(RAW DATA Opens)
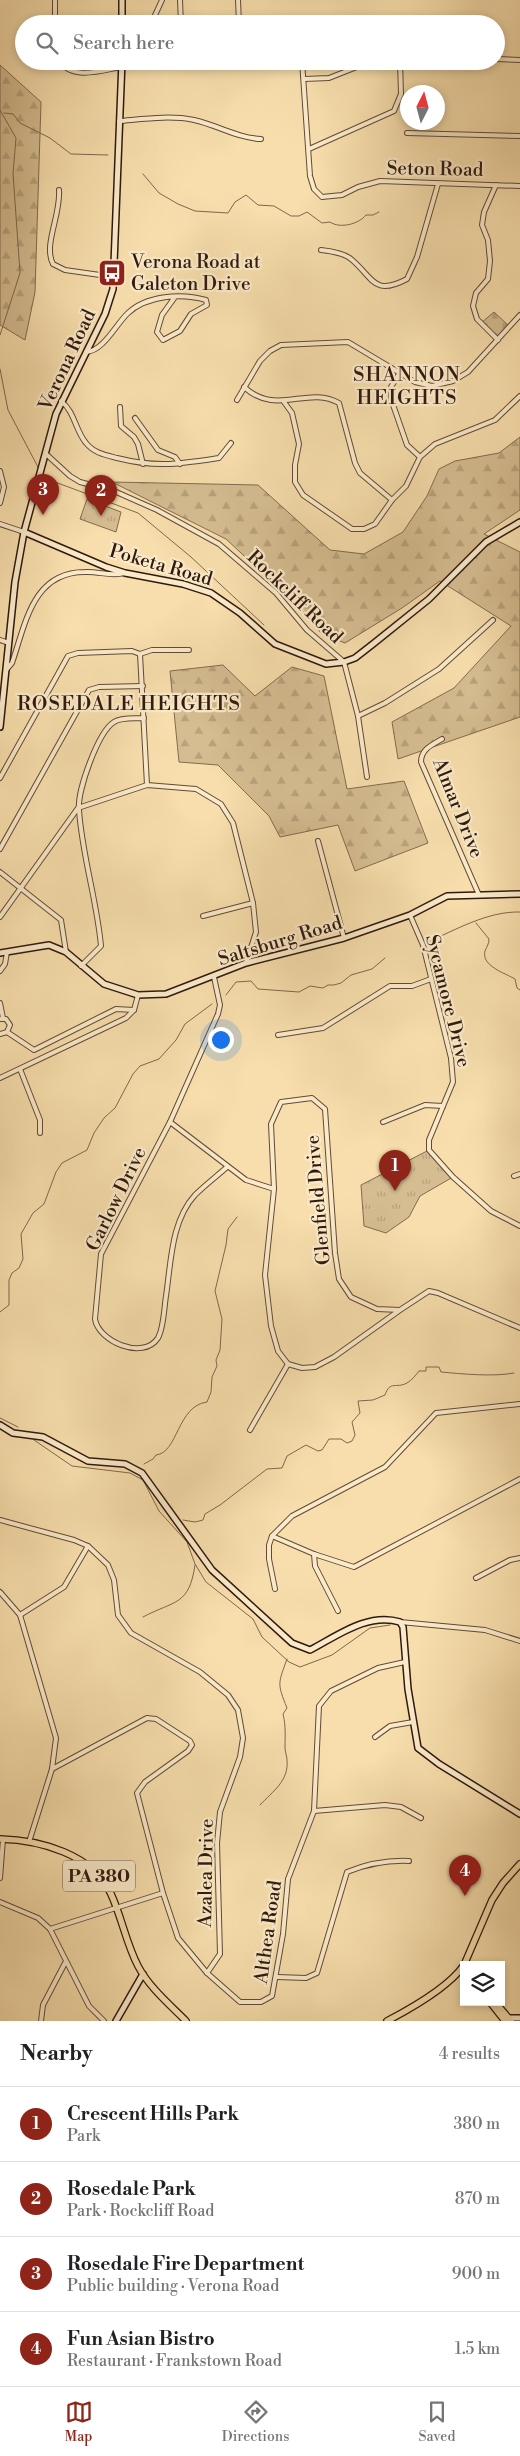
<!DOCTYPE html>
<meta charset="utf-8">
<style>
:root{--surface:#fff;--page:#f2f2f2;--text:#202124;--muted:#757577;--line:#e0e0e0;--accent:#8f2418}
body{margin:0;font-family:"Libre Bodoni",serif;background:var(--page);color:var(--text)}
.controls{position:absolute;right:15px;bottom:15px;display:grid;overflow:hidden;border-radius:0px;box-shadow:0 2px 8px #0003}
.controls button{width:45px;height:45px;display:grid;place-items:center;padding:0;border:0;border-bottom:1px solid var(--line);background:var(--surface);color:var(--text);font:25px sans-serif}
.compass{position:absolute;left:400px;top:85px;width:45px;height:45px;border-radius:50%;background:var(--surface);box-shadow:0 2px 8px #0003;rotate:6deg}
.you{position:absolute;left:220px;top:1039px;width:18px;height:18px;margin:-12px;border:4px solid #fff;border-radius:50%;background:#1a73e8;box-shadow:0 0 0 8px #1a73e833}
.badge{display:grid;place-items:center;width:32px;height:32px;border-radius:50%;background:var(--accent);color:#fff;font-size:16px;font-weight:700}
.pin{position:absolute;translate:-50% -41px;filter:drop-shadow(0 1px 2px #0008)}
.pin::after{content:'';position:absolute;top:26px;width:18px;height:15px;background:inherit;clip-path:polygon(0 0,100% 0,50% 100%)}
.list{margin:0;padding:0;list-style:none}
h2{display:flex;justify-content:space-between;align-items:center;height:65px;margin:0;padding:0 20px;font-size:21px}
h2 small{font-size:16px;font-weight:400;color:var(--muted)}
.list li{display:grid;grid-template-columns:32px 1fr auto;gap:15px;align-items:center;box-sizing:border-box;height:75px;padding:0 20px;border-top:1px solid var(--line)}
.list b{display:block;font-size:19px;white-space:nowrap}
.list p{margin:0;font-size:16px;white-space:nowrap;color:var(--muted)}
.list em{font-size:16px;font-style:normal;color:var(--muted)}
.icon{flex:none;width:28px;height:28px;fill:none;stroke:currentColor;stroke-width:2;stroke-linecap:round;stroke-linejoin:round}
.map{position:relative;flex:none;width:520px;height:2021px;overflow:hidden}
.search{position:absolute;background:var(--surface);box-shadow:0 2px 8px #0003;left:15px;right:15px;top:15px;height:55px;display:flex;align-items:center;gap:12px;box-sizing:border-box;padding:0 18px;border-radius:28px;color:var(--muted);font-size:19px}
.sheet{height:365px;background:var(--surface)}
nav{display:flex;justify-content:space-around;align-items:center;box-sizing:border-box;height:70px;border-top:1px solid var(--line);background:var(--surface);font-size:14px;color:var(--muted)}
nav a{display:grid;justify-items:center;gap:2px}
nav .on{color:var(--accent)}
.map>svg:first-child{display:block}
</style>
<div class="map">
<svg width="520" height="2021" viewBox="0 0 520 2021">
<defs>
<pattern id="grass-tufts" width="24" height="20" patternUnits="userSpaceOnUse" patternTransform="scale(1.25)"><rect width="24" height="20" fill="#d5bd91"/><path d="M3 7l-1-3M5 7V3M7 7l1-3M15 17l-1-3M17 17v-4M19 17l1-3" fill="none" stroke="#b7a27c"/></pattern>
<pattern id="forest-firs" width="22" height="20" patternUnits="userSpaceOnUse" patternTransform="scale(1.25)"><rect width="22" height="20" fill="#d5bd91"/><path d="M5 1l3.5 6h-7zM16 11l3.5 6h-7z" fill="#b7a27c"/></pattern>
<pattern id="cemetery-stones" width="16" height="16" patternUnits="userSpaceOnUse" patternTransform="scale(1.25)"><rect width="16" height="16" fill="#d5bd91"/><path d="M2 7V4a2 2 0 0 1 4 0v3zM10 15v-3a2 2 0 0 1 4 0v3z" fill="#b7a27c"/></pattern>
</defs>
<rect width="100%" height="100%" fill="#f7deac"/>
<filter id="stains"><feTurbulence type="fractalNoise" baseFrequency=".004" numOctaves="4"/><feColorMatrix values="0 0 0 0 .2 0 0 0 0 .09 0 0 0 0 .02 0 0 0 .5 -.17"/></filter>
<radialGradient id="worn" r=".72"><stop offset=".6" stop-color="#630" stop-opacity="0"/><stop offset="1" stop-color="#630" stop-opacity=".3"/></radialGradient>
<g fill="url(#grass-tufts)" stroke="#826b50">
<path d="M87 499 121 512 116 532 80 519Z"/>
<path d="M429 1150 453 1177 420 1196 409 1217 386 1233 364 1226 361 1185Z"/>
</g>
<g fill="url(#forest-firs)" stroke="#826b50">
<path d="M0 65 41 102 35 292 25 340 0 325Z"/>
<path d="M520 437V510L484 534 520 552V717L398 759 392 722 454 688 511 626 440 581 402 608 345 643 322 634 298 606 226 539 112 482 258 485 330 550 364 554 403 532 427 496 439 469 455 461 499 453Z"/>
<path d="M223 665 255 696 292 667 324 676 347 789 404 781 428 843 355 871 338 825 280 837 269 816 218 765 179 762 170 671Z"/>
</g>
<path fill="url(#cemetery-stones)" stroke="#826b50" d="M494 312 510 327 498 340 481 323Z"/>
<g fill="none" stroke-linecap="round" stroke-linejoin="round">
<g stroke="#7f674d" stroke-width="1">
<path d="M0 110 16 138 13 173 20 273 0 335"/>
<path d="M4 113 13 114 20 123 50 138 71 154 108 155"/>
<path d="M143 174 159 193 178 204 195 211 228 213 235 202 246 195 258 205 274 206 291 216H299L307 212 322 223 330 222C340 229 359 224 366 215H373L379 212"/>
<path d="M0 369 8 410 39 469"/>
<path d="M42 472 47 479 138 513 191 557 264 625"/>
<path d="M476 923 489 939C489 944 487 946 485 951 481 966 505 973 515 979L517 988 520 990"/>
<path d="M426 943C455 930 488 911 520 912"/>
<path d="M226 995 236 982 251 981 258 989 299 992 310 986 323 988 328 985H334L341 983 351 975 372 969 385 958"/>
<path d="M0 1312 9 1305V1280L12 1273 19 1268 23 1259 21 1234 33 1213 44 1204 56 1172 62 1163 87 1150 94 1133 104 1118 115 1108 133 1074 140 1066 159 1059 176 1040 185 1024 212 1004"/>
<path d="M0 1418 18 1427"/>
<path d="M34 1440 72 1466 130 1473 143 1480 159 1511 187 1542 195 1564 206 1582 253 1619 262 1637 289 1662 300 1667 332 1655 370 1628 390 1625"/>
<path d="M144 1464 153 1459 156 1455C178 1453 177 1406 207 1402L211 1392 212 1377 217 1366 216 1360 220 1350 222 1319 215 1291 226 1245 228 1229 237 1217"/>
<path d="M183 1520 195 1522 203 1520 205 1514 220 1505 267 1469 282 1468 287 1456 306 1445 318 1451 322 1450 329 1439H341L347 1443 352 1441 355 1435 352 1422 360 1413 358 1401 373 1400 385 1395C390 1380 396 1389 407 1383 412 1380 416 1375 419 1371H426V1367H439L441 1372C463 1374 493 1377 514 1373"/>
<path d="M143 1617C175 1600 189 1606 195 1565"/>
<path d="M260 1805C273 1791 289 1781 287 1760 287 1756 285 1752 285 1748 285 1736 286 1726 283 1714L287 1708C277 1683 278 1684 287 1659"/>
</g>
<g stroke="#624a36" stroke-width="6">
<g id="street">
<path d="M180 0 181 24"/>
<path d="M238 0 239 24"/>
<path d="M55 24V0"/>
<path d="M151 24 162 0"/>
<path d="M496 59 520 60"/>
<path d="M60 61C72 81 103 70 121 67"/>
<path d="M302 61 310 176 314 189 322 197 342 195 358 187 380 181 520 186"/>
<path d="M304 79 329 78 372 61"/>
<path d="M119 121C143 119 170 115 194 120 217 125 237 138 261 139"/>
<path d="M407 133 520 136"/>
<path d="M309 149 394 111 401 94 400 61"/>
<path d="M496 185 484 212 482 225 488 240 490 261 488 279 476 293 473 306 477 319 498 340"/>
<path d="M59 190C61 215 43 245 53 264L65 270 114 277"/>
<path d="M321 250C330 251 344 253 351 259 373 277 373 297 407 279L417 257 438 184"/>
<path d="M86 352C103 351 115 326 127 314 146 295 182 293 206 300L207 305 191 314 180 331 163 340 157 332 162 315 175 297"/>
<path d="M399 374 391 387V399L407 445 420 457"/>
<path d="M244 387C277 417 307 385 339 403L355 463 360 473 392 500"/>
<path d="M237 400 260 361 270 351 281 345 348 342 415 382 432 386 453 381 468 372 520 315"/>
<path d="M61 401C75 412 75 430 86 443 94 453 105 455 117 458 157 468 179 464 219 458L231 443"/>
<path d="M284 402 292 413 299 444 295 465V482L303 495 352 529H364L375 524 392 500 406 486 420 457 435 444 495 420 520 396"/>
<path d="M120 407 121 426 134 437 138 444 143 464"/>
<path d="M135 418 158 450 175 457 180 464"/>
<path d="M46 454 70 476 80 482 114 491 157 510 219 544 276 593 307 630 344 662 358 716 367 777"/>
<path d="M0 471 4 487 0 503"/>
<path d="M0 524 24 532"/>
<path d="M0 640 9 643"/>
<path d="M140 654 147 785"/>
<path d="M7 669 12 663C26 622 33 572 85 572 98 571 112 577 124 573"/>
<path d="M358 716 385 703 439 669 493 620"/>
<path d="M442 739C432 745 421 749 421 762L479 895"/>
<path d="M0 778 68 656 78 653 132 651 140 654 152 650H189"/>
<path d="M318 841 344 938"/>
<path d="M0 849 89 690 99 687 143 686"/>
<path d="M0 872 61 920 66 952"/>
<path d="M410 915 423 945 451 1058 453 1082 429 1140V1150L453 1177 491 1211 520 1226"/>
<path d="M203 916 253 903"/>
<path d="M0 917 78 808 147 785 196 789 221 804 233 823 253 903 256 932 246 963"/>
<path d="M81 966 101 946C97 901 82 855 79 810 77 791 98 732 114 722 122 717 135 719 144 718"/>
<path d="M0 971 5 964 7 952"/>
<path d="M214 977 220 1005 218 1014 170 1122 101 1254 95 1319C98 1341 143 1361 158 1338 164 1327 164 1308 166 1296 171 1263 171 1221 195 1195 205 1185 217 1176 227 1167"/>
<path d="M0 1003 3 1018"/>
<path d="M0 1019H6L10 1025 7 1032 0 1034"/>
<path d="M7 1032 34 1050 116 1009 134 1010"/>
<path d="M278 1035 323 1028 390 986H412L431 979"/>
<path d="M20 1069 40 1120V1133"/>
<path d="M0 1078 126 1018 134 1010 138 995"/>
<path d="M170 1122 246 1180 274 1189"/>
<path d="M383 1122 425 1105 443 1106"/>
<path d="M514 1176 520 1174"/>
<path d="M400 1310 334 1357 315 1367 302 1368 288 1364 278 1351 271 1326 265 1275 274 1189 271 1124 281 1102 312 1098 325 1109 335 1253 339 1279 351 1297 377 1309 400 1310 429 1291 438 1293 520 1328"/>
<path d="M250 1430 288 1364"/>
<path d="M0 1520 74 1540 88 1546 108 1565 114 1580 118 1615 131 1633 200 1672 228 1695 238 1710 243 1738 240 1757 220 1812 217 1843 220 1954 207 1973"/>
<path d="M272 1536 314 1554 354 1567 520 1479"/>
<path d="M314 1554 315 1566 338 1611"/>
<path d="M476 1578 510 1560 520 1558"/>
<path d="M275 1589 269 1559V1545L272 1536 292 1516 385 1467 436 1413 520 1404"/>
<path d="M0 1592 20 1615 56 1738 52 1769 29 1842"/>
<path d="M20 1615 64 1587 88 1546"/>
<path d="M400 1622 485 1630 520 1641"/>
<path d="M375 1737 390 1726 413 1722"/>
<path d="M52 1769 147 1718 156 1719 190 1741 192 1745 188 1751 145 1782 137 1793 163 1893 178 1938 207 1973 240 2002H261L272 1996 283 1934 288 1879 314 1811 319 1706 331 1691 378 1668 405 1662"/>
<path d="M314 1811 385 1805 401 1807 421 1818"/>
<path d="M0 1878 3 1839"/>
<path d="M0 1902 38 1918 50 1929 89 2006 104 2021"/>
<path d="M50 1929 163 1893"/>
<path d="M277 1977 306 1978 317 1973 347 1872C367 1864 387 1860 409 1861"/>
<path d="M41 2021 43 2005 65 1963"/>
</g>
</g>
<g stroke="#30190f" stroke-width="8">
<g id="secondary">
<path d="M122 0V24"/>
<path d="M24 532 106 567 125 573 183 584 211 593 240 613 275 644 326 664 344 662 355 658 373 644 429 599 486 542 520 522"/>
<path d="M0 727 15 582 24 532 56 414 105 314 113 289 122 61"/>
<path d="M0 953 49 945 66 952 104 984 138 995 166 994 246 963 344 938 410 915 447 896 520 894"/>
<path d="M0 1425 13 1433 43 1437 88 1461 125 1464 142 1473 212 1570 292 1643 310 1650C337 1636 368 1612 400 1622L403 1627 408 1689 418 1748 439 1764 520 1814"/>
<path d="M508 2018H520"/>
<path d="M116 2021 143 1974"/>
</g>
</g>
<g stroke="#30190f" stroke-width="8">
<g id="primary">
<path d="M0 1839C40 1840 93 1854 111 1894 122 1918 126 1943 138 1966 149 1987 169 2004 186 2021"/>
<path d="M464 1965 492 1900 503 1883 520 1864"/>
<path d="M490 2002 505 2021"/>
<path d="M495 2002 511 2021"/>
<path d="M387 2021C410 2009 449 1987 464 1965"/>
</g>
</g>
<use href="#street" stroke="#faeac9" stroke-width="4"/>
<use href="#secondary" stroke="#faeac9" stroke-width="5"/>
<use href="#primary" stroke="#f7deac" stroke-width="5.5"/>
</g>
<defs>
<g id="bus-square" transform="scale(1.4375)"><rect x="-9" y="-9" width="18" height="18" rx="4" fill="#8f2418" stroke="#faeac9"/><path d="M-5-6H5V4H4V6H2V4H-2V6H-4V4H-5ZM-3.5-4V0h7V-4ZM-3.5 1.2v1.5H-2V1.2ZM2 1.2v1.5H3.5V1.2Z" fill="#fff"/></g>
</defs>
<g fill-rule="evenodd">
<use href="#bus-square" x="112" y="273"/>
</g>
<g text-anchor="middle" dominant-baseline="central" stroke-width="4.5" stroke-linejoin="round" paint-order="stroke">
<rect fill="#faeac9" stroke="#6d5847" stroke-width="1" x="63" y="1860.5" width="72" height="31" rx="4"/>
<g font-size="18" font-weight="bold" fill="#30190f">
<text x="99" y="1876">PA 380</text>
</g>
<g font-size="19" fill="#30190f" stroke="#faeac9">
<text transform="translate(435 169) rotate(1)">Seton Road</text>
<text transform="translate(67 360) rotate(-65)">Verona Road</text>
<text transform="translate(161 565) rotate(16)">Poketa Road</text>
<text transform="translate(295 597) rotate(44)">Rockcliff Road</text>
<text transform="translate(458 808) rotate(68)">Almar Drive</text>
<text transform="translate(280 941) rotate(-17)">Saltsburg Road</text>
<text transform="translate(448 1001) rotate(76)">Sycamore Drive</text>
<text transform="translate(116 1199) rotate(-64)">Garlow Drive</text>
<text transform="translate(318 1200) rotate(-95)">Glenfield Drive</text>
<text transform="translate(206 1873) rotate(-89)">Azalea Drive</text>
<text transform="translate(268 1932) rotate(-82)">Althea Road</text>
</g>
<g font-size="19" fill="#30190f" stroke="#faeac9" text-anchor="start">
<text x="131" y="262">Verona Road at<tspan x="131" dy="22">Galeton Drive</tspan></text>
</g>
<g font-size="20" letter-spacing="1" fill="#30190f" stroke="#faeac9">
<text x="407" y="375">SHANNON<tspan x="407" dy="23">HEIGHTS</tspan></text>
<text x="129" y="704">ROSEDALE HEIGHTS</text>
</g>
</g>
<rect width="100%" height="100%" filter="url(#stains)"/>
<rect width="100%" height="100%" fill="url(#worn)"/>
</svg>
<div class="controls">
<button><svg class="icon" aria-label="layers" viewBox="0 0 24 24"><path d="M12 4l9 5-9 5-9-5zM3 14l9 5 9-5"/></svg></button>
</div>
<svg class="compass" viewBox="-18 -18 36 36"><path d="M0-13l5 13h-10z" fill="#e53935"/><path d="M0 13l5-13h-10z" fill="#757577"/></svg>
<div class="you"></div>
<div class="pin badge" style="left:395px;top:1191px">1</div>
<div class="pin badge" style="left:101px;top:516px">2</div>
<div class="pin badge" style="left:43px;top:515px">3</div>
<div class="pin badge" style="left:465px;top:1896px">4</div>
<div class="search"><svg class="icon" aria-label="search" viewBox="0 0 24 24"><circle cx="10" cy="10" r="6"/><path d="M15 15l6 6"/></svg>Search here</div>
</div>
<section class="sheet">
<h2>Nearby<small>4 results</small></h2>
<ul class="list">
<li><span class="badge">1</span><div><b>Crescent Hills Park</b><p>Park</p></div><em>380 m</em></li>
<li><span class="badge">2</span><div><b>Rosedale Park</b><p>Park · Rockcliff Road</p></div><em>870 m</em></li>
<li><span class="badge">3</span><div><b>Rosedale Fire Department</b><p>Public building · Verona Road</p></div><em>900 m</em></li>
<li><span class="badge">4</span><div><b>Fun Asian Bistro</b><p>Restaurant · Frankstown Road</p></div><em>1.5 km</em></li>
</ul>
</section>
<nav>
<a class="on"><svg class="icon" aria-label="map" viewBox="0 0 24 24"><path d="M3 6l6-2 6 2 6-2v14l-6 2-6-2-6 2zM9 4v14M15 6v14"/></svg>Map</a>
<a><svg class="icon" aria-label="directions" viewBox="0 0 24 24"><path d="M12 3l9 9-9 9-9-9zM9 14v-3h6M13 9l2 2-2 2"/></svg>Directions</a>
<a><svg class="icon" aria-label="saved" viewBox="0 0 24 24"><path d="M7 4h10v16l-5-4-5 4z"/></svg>Saved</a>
</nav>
(RAW DATA Closes)
→ EXERCISE OBJECTIVE
Check every line of the entries above, and copy those that carry the string "sheet".

→ OUTPUT FOR THIS EXERCISE
.sheet{height:365px;background:var(--surface)}
<section class="sheet">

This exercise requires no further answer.